Prompt
Anywhere the string "body" shows up in the listing below, copy the line it is in.

Data for this task

*** Begin section ***

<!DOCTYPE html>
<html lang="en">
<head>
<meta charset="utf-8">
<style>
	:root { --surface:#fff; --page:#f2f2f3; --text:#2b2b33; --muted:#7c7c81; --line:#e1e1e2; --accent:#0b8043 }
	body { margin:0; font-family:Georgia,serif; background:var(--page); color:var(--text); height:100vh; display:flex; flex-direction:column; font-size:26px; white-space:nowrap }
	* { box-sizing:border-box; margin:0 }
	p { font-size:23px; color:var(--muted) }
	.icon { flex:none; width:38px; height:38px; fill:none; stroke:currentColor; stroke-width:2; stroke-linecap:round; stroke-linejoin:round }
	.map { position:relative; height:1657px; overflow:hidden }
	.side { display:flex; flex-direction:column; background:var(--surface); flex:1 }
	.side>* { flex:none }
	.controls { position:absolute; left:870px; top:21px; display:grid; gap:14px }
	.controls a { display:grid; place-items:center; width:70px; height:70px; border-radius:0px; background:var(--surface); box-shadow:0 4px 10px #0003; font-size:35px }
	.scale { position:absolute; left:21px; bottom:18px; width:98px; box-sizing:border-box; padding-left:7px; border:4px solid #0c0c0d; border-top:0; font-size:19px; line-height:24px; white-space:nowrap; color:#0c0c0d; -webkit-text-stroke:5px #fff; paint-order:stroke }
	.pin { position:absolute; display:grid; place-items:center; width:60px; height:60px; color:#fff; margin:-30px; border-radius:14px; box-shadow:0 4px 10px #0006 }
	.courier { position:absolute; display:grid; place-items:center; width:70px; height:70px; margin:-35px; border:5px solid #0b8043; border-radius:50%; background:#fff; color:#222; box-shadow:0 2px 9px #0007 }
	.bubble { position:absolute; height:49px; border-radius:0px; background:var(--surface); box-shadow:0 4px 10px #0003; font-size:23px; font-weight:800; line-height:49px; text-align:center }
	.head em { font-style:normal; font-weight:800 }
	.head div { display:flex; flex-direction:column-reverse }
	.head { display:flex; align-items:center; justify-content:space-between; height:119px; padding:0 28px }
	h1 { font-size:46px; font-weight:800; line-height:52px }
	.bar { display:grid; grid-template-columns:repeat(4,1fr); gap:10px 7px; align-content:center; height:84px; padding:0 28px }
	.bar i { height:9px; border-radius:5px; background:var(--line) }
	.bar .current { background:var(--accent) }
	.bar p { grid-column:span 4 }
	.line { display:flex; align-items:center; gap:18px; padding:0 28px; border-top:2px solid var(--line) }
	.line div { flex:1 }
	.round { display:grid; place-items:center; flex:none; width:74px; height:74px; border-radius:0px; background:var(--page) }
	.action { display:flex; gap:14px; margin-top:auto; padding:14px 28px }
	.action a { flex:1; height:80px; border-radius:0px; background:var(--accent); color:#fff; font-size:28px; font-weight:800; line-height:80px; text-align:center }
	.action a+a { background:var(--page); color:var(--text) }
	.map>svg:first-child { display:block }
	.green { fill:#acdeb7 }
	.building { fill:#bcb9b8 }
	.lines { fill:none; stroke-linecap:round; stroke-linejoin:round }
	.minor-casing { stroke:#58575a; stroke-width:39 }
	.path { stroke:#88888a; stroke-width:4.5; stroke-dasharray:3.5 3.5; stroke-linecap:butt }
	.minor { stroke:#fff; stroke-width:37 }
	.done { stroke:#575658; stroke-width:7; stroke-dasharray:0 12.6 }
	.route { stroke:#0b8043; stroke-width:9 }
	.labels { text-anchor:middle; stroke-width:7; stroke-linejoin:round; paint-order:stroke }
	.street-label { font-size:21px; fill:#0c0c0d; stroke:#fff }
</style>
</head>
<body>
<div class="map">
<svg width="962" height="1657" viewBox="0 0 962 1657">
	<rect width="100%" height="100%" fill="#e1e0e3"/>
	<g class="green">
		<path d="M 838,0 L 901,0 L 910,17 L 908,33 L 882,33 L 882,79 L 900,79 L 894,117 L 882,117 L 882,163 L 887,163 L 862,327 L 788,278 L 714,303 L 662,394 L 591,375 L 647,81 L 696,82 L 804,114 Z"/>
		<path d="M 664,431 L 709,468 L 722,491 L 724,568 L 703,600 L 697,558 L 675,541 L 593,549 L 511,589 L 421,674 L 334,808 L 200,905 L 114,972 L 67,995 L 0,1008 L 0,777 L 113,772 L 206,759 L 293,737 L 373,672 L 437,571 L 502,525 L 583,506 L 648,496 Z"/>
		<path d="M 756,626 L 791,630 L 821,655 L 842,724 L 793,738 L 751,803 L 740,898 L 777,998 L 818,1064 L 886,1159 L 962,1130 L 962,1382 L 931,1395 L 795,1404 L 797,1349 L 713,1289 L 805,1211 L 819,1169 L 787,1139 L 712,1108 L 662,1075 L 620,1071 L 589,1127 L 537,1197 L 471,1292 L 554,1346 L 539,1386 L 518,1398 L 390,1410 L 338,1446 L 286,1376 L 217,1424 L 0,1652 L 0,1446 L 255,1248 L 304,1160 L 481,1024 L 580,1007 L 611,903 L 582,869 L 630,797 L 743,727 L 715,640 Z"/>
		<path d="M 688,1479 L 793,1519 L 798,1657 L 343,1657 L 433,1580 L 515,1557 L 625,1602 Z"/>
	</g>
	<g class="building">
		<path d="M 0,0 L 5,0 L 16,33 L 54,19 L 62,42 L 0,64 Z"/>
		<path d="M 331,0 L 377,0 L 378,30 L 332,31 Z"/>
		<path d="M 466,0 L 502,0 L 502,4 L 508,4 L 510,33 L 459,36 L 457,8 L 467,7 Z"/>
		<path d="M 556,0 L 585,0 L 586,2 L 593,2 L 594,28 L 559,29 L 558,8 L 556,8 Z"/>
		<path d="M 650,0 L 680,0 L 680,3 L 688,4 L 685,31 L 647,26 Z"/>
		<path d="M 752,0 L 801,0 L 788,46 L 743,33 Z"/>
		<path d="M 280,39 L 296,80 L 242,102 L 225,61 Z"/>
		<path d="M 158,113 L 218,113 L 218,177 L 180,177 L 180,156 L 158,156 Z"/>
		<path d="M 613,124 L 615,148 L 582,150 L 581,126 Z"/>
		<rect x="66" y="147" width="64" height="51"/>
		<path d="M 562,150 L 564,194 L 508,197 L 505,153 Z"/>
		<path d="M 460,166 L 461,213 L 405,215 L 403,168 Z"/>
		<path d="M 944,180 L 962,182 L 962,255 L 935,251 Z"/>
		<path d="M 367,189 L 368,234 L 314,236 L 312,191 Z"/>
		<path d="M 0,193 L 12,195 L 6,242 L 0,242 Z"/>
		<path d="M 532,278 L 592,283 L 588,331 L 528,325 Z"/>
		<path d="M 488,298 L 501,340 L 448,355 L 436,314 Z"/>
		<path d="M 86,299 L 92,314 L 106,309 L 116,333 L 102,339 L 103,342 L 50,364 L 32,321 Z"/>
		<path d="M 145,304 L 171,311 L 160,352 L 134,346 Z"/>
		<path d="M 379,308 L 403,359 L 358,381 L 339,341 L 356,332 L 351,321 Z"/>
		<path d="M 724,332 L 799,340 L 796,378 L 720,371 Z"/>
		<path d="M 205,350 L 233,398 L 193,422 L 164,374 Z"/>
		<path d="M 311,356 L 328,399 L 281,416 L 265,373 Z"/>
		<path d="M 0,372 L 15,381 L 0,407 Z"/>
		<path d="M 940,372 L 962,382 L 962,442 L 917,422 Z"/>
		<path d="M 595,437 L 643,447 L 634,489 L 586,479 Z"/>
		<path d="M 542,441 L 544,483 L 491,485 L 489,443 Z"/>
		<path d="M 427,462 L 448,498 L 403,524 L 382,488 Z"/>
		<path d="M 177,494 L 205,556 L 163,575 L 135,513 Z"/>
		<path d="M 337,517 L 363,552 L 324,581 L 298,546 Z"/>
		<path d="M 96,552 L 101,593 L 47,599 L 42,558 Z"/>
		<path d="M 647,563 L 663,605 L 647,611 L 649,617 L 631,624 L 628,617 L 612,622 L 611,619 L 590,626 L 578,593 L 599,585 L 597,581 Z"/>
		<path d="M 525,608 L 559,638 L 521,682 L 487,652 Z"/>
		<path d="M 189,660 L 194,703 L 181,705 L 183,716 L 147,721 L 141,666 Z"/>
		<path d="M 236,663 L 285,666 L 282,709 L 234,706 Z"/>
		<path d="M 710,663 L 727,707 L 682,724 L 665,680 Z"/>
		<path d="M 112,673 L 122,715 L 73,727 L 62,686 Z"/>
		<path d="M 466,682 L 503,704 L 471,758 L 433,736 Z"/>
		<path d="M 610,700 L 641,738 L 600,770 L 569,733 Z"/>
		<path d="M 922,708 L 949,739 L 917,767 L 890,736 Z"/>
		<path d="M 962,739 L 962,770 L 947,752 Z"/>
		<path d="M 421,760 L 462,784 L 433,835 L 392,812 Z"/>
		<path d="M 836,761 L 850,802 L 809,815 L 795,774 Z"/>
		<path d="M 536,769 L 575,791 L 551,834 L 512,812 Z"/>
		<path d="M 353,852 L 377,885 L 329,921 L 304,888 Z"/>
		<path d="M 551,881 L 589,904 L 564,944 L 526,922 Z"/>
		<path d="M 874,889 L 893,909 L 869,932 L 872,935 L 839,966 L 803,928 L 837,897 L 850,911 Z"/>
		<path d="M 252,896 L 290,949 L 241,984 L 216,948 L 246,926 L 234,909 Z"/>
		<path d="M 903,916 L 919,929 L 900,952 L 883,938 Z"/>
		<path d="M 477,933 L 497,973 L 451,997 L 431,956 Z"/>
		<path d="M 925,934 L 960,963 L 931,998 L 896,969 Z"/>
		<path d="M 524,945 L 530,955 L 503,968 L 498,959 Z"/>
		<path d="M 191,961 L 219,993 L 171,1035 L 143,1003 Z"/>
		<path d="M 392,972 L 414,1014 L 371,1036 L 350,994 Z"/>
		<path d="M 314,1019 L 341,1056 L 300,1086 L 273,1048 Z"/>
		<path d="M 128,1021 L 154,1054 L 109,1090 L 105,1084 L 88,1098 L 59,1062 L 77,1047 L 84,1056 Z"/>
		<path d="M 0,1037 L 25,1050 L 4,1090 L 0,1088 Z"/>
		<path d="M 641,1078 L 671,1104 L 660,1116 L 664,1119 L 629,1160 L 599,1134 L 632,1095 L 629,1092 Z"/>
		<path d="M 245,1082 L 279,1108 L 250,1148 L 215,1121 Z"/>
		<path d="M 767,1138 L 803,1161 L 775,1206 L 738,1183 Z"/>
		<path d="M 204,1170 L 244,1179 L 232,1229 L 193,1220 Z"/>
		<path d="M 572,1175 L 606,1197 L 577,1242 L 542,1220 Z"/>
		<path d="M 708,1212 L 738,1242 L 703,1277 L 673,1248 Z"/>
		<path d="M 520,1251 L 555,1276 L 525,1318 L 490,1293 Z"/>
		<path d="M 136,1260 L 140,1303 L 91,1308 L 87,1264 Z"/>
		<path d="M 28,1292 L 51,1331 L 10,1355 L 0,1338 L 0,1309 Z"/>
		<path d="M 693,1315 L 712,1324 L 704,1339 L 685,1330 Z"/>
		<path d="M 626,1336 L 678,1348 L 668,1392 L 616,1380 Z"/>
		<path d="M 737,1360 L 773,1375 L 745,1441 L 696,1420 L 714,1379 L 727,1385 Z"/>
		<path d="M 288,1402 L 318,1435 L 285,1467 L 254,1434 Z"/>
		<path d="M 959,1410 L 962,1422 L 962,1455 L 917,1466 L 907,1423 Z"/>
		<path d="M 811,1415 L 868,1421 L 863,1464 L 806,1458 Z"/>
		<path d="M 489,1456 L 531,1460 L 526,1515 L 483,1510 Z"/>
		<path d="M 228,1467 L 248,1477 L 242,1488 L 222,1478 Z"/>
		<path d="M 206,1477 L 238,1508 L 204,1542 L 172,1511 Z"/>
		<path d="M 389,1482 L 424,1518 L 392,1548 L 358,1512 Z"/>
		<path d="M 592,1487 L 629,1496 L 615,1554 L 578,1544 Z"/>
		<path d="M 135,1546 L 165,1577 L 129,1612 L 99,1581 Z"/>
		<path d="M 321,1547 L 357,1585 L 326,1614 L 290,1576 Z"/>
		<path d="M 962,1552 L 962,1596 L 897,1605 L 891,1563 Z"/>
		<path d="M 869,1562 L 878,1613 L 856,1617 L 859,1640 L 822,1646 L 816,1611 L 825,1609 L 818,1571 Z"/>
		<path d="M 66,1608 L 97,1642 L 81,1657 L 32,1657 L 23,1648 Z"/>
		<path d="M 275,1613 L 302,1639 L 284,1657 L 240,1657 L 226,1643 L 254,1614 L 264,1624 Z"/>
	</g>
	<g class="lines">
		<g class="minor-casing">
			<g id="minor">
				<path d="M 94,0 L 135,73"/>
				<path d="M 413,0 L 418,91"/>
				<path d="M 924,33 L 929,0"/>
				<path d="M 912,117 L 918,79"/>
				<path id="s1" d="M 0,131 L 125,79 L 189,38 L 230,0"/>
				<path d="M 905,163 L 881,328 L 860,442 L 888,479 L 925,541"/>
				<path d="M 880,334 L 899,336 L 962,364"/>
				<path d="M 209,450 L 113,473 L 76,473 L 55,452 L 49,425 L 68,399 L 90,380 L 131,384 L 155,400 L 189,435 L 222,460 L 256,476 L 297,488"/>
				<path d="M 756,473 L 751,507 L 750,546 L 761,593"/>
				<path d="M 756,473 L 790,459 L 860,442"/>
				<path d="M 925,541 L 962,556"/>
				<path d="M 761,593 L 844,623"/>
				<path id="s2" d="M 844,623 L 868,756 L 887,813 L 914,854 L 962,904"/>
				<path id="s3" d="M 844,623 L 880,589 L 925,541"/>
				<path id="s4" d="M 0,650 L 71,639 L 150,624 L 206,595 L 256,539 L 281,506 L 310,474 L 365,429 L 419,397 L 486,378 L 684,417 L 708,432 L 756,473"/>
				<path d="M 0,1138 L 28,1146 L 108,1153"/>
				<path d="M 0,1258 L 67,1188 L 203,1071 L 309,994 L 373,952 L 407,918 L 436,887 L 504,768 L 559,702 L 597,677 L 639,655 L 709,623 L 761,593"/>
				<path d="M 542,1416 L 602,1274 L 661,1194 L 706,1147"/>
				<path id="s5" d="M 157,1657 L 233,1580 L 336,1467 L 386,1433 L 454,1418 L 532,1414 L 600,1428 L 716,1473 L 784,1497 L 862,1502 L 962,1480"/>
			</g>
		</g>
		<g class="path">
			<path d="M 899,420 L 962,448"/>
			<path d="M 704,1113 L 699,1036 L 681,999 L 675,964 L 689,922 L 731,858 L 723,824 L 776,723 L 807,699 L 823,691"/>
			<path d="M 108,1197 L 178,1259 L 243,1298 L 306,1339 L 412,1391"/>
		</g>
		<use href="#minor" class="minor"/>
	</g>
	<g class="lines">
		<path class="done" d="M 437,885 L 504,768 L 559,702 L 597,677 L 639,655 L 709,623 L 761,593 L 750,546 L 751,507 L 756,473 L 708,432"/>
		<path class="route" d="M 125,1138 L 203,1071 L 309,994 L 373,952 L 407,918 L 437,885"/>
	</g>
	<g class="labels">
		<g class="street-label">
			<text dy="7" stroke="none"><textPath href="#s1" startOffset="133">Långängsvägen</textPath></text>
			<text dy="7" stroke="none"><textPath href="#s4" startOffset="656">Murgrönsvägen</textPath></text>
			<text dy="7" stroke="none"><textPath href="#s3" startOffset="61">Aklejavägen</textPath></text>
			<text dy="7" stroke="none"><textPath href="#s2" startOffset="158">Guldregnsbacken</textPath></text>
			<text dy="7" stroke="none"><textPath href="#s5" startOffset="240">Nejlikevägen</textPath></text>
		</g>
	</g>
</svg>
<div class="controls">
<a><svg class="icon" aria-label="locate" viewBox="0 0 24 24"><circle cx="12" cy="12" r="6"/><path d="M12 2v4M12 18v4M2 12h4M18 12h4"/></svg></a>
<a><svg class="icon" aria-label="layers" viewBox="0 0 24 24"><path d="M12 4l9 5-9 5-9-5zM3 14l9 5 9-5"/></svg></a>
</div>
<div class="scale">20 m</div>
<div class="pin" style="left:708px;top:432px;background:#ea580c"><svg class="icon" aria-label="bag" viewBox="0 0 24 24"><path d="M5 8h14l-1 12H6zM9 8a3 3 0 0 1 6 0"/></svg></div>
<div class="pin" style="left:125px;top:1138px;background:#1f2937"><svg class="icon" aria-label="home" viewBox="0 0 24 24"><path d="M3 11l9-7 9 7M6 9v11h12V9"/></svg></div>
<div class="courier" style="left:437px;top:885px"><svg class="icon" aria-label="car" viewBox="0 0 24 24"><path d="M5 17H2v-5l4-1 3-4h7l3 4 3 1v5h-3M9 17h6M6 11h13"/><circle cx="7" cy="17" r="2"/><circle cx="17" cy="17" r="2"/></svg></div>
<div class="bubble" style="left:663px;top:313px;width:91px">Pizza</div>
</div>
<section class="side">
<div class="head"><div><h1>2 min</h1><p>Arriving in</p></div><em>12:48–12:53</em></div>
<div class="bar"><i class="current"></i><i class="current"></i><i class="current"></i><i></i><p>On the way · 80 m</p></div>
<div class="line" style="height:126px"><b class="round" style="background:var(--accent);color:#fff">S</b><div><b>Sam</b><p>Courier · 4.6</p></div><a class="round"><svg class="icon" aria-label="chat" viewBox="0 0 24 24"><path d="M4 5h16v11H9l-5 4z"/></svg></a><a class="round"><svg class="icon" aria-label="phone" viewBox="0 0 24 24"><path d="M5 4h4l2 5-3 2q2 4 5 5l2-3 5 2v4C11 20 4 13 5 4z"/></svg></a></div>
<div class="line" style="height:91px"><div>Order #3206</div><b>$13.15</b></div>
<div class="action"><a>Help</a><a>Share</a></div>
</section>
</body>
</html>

*** End section ***

Task solution
	body { margin:0; font-family:Georgia,serif; background:var(--page); color:var(--text); height:100vh; display:flex; flex-direction:column; font-size:26px; white-space:nowrap }
<body>
</body>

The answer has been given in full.